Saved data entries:
= = = =
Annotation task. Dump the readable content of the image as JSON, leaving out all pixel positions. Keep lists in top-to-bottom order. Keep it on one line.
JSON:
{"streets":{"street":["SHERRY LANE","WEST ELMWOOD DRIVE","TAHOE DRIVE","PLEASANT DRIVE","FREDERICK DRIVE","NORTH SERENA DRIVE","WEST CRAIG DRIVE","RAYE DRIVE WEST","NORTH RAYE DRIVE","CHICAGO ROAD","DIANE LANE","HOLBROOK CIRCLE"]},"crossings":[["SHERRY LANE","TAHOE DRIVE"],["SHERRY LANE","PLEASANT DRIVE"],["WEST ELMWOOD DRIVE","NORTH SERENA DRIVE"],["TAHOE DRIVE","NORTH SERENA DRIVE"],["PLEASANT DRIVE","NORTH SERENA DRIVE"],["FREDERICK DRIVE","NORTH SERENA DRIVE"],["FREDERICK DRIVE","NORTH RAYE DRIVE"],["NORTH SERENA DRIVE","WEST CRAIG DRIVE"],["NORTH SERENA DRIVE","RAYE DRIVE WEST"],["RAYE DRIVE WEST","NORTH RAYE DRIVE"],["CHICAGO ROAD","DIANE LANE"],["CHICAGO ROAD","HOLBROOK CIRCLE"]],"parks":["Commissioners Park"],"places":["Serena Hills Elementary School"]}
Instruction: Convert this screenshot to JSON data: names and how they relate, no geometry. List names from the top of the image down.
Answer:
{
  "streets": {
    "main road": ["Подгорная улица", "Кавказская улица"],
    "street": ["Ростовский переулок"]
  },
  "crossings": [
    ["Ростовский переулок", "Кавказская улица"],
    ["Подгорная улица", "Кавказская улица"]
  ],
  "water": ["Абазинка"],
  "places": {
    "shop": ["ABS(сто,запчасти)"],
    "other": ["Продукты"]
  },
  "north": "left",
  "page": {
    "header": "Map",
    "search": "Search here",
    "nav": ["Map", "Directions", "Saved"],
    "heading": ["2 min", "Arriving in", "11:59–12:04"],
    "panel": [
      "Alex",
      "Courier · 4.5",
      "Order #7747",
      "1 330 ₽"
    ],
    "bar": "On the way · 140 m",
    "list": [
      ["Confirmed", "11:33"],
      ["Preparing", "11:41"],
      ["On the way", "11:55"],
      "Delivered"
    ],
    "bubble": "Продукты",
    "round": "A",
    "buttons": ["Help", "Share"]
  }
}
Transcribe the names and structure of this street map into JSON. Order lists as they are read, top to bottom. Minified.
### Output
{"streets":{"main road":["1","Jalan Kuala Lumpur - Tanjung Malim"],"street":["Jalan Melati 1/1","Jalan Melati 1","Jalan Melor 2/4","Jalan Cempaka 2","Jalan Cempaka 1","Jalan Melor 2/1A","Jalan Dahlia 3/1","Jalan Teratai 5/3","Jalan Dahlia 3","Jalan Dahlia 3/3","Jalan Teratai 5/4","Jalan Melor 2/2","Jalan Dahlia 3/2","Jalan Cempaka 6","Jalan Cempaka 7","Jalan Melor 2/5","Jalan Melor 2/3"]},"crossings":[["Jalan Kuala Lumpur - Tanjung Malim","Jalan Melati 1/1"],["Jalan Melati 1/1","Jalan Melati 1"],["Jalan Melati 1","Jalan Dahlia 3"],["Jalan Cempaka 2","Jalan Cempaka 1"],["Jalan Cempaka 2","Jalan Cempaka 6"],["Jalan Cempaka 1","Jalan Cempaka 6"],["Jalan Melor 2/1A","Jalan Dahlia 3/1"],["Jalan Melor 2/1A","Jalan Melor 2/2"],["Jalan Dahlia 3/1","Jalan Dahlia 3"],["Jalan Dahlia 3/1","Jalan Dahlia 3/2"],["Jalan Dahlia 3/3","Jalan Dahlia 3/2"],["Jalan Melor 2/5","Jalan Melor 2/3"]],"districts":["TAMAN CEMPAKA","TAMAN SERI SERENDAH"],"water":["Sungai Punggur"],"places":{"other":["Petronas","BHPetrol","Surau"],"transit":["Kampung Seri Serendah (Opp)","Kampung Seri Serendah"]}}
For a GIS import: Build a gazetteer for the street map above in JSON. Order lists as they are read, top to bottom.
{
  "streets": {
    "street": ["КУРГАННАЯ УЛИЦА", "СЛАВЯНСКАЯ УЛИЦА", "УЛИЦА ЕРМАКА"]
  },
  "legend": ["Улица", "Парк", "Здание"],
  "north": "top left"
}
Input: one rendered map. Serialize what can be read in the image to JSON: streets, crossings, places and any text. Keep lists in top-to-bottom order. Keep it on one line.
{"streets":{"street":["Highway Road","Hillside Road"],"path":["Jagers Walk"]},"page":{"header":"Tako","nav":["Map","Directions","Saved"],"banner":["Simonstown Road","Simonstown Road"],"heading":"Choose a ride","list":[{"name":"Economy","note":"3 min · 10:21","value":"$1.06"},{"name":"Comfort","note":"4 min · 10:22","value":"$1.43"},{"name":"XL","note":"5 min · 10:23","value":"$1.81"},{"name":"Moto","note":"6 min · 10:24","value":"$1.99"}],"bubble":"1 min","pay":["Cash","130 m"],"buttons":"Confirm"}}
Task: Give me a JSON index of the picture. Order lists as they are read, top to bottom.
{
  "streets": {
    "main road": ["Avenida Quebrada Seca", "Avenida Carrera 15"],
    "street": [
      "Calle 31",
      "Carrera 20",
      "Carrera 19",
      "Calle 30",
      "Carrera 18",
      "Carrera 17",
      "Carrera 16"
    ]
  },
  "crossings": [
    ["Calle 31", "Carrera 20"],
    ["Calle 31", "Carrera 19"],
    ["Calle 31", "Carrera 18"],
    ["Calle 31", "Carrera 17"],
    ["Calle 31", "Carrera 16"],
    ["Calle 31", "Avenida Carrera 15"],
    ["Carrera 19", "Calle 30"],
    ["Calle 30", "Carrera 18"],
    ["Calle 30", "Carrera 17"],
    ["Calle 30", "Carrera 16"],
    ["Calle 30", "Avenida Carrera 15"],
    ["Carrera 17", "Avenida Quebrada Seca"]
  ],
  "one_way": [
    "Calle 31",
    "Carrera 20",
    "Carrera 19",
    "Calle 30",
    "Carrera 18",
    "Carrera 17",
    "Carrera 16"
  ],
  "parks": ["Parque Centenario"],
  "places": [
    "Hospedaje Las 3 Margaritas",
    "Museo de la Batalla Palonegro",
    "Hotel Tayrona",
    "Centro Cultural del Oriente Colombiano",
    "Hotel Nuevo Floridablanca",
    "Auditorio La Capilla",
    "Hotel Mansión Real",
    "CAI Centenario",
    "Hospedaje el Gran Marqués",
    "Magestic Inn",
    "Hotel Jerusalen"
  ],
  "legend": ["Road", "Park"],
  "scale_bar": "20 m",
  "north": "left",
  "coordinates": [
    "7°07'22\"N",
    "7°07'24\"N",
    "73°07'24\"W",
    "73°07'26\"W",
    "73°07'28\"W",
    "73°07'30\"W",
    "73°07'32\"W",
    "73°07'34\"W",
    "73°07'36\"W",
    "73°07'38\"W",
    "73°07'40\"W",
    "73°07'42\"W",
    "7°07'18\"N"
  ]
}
= = = =
What you have to do: In full and without change, transcribe every line of the records above.

Exercise result:
Annotation task. Dump the readable content of the image as JSON, leaving out all pixel positions. Keep lists in top-to-bottom order. Keep it on one line.
JSON:
{"streets":{"street":["SHERRY LANE","WEST ELMWOOD DRIVE","TAHOE DRIVE","PLEASANT DRIVE","FREDERICK DRIVE","NORTH SERENA DRIVE","WEST CRAIG DRIVE","RAYE DRIVE WEST","NORTH RAYE DRIVE","CHICAGO ROAD","DIANE LANE","HOLBROOK CIRCLE"]},"crossings":[["SHERRY LANE","TAHOE DRIVE"],["SHERRY LANE","PLEASANT DRIVE"],["WEST ELMWOOD DRIVE","NORTH SERENA DRIVE"],["TAHOE DRIVE","NORTH SERENA DRIVE"],["PLEASANT DRIVE","NORTH SERENA DRIVE"],["FREDERICK DRIVE","NORTH SERENA DRIVE"],["FREDERICK DRIVE","NORTH RAYE DRIVE"],["NORTH SERENA DRIVE","WEST CRAIG DRIVE"],["NORTH SERENA DRIVE","RAYE DRIVE WEST"],["RAYE DRIVE WEST","NORTH RAYE DRIVE"],["CHICAGO ROAD","DIANE LANE"],["CHICAGO ROAD","HOLBROOK CIRCLE"]],"parks":["Commissioners Park"],"places":["Serena Hills Elementary School"]}
Instruction: Convert this screenshot to JSON data: names and how they relate, no geometry. List names from the top of the image down.
Answer:
{
  "streets": {
    "main road": ["Подгорная улица", "Кавказская улица"],
    "street": ["Ростовский переулок"]
  },
  "crossings": [
    ["Ростовский переулок", "Кавказская улица"],
    ["Подгорная улица", "Кавказская улица"]
  ],
  "water": ["Абазинка"],
  "places": {
    "shop": ["ABS(сто,запчасти)"],
    "other": ["Продукты"]
  },
  "north": "left",
  "page": {
    "header": "Map",
    "search": "Search here",
    "nav": ["Map", "Directions", "Saved"],
    "heading": ["2 min", "Arriving in", "11:59–12:04"],
    "panel": [
      "Alex",
      "Courier · 4.5",
      "Order #7747",
      "1 330 ₽"
    ],
    "bar": "On the way · 140 m",
    "list": [
      ["Confirmed", "11:33"],
      ["Preparing", "11:41"],
      ["On the way", "11:55"],
      "Delivered"
    ],
    "bubble": "Продукты",
    "round": "A",
    "buttons": ["Help", "Share"]
  }
}
Transcribe the names and structure of this street map into JSON. Order lists as they are read, top to bottom. Minified.
### Output
{"streets":{"main road":["1","Jalan Kuala Lumpur - Tanjung Malim"],"street":["Jalan Melati 1/1","Jalan Melati 1","Jalan Melor 2/4","Jalan Cempaka 2","Jalan Cempaka 1","Jalan Melor 2/1A","Jalan Dahlia 3/1","Jalan Teratai 5/3","Jalan Dahlia 3","Jalan Dahlia 3/3","Jalan Teratai 5/4","Jalan Melor 2/2","Jalan Dahlia 3/2","Jalan Cempaka 6","Jalan Cempaka 7","Jalan Melor 2/5","Jalan Melor 2/3"]},"crossings":[["Jalan Kuala Lumpur - Tanjung Malim","Jalan Melati 1/1"],["Jalan Melati 1/1","Jalan Melati 1"],["Jalan Melati 1","Jalan Dahlia 3"],["Jalan Cempaka 2","Jalan Cempaka 1"],["Jalan Cempaka 2","Jalan Cempaka 6"],["Jalan Cempaka 1","Jalan Cempaka 6"],["Jalan Melor 2/1A","Jalan Dahlia 3/1"],["Jalan Melor 2/1A","Jalan Melor 2/2"],["Jalan Dahlia 3/1","Jalan Dahlia 3"],["Jalan Dahlia 3/1","Jalan Dahlia 3/2"],["Jalan Dahlia 3/3","Jalan Dahlia 3/2"],["Jalan Melor 2/5","Jalan Melor 2/3"]],"districts":["TAMAN CEMPAKA","TAMAN SERI SERENDAH"],"water":["Sungai Punggur"],"places":{"other":["Petronas","BHPetrol","Surau"],"transit":["Kampung Seri Serendah (Opp)","Kampung Seri Serendah"]}}
For a GIS import: Build a gazetteer for the street map above in JSON. Order lists as they are read, top to bottom.
{
  "streets": {
    "street": ["КУРГАННАЯ УЛИЦА", "СЛАВЯНСКАЯ УЛИЦА", "УЛИЦА ЕРМАКА"]
  },
  "legend": ["Улица", "Парк", "Здание"],
  "north": "top left"
}
Input: one rendered map. Serialize what can be read in the image to JSON: streets, crossings, places and any text. Keep lists in top-to-bottom order. Keep it on one line.
{"streets":{"street":["Highway Road","Hillside Road"],"path":["Jagers Walk"]},"page":{"header":"Tako","nav":["Map","Directions","Saved"],"banner":["Simonstown Road","Simonstown Road"],"heading":"Choose a ride","list":[{"name":"Economy","note":"3 min · 10:21","value":"$1.06"},{"name":"Comfort","note":"4 min · 10:22","value":"$1.43"},{"name":"XL","note":"5 min · 10:23","value":"$1.81"},{"name":"Moto","note":"6 min · 10:24","value":"$1.99"}],"bubble":"1 min","pay":["Cash","130 m"],"buttons":"Confirm"}}
Task: Give me a JSON index of the picture. Order lists as they are read, top to bottom.
{
  "streets": {
    "main road": ["Avenida Quebrada Seca", "Avenida Carrera 15"],
    "street": [
      "Calle 31",
      "Carrera 20",
      "Carrera 19",
      "Calle 30",
      "Carrera 18",
      "Carrera 17",
      "Carrera 16"
    ]
  },
  "crossings": [
    ["Calle 31", "Carrera 20"],
    ["Calle 31", "Carrera 19"],
    ["Calle 31", "Carrera 18"],
    ["Calle 31", "Carrera 17"],
    ["Calle 31", "Carrera 16"],
    ["Calle 31", "Avenida Carrera 15"],
    ["Carrera 19", "Calle 30"],
    ["Calle 30", "Carrera 18"],
    ["Calle 30", "Carrera 17"],
    ["Calle 30", "Carrera 16"],
    ["Calle 30", "Avenida Carrera 15"],
    ["Carrera 17", "Avenida Quebrada Seca"]
  ],
  "one_way": [
    "Calle 31",
    "Carrera 20",
    "Carrera 19",
    "Calle 30",
    "Carrera 18",
    "Carrera 17",
    "Carrera 16"
  ],
  "parks": ["Parque Centenario"],
  "places": [
    "Hospedaje Las 3 Margaritas",
    "Museo de la Batalla Palonegro",
    "Hotel Tayrona",
    "Centro Cultural del Oriente Colombiano",
    "Hotel Nuevo Floridablanca",
    "Auditorio La Capilla",
    "Hotel Mansión Real",
    "CAI Centenario",
    "Hospedaje el Gran Marqués",
    "Magestic Inn",
    "Hotel Jerusalen"
  ],
  "legend": ["Road", "Park"],
  "scale_bar": "20 m",
  "north": "left",
  "coordinates": [
    "7°07'22\"N",
    "7°07'24\"N",
    "73°07'24\"W",
    "73°07'26\"W",
    "73°07'28\"W",
    "73°07'30\"W",
    "73°07'32\"W",
    "73°07'34\"W",
    "73°07'36\"W",
    "73°07'38\"W",
    "73°07'40\"W",
    "73°07'42\"W",
    "7°07'18\"N"
  ]
}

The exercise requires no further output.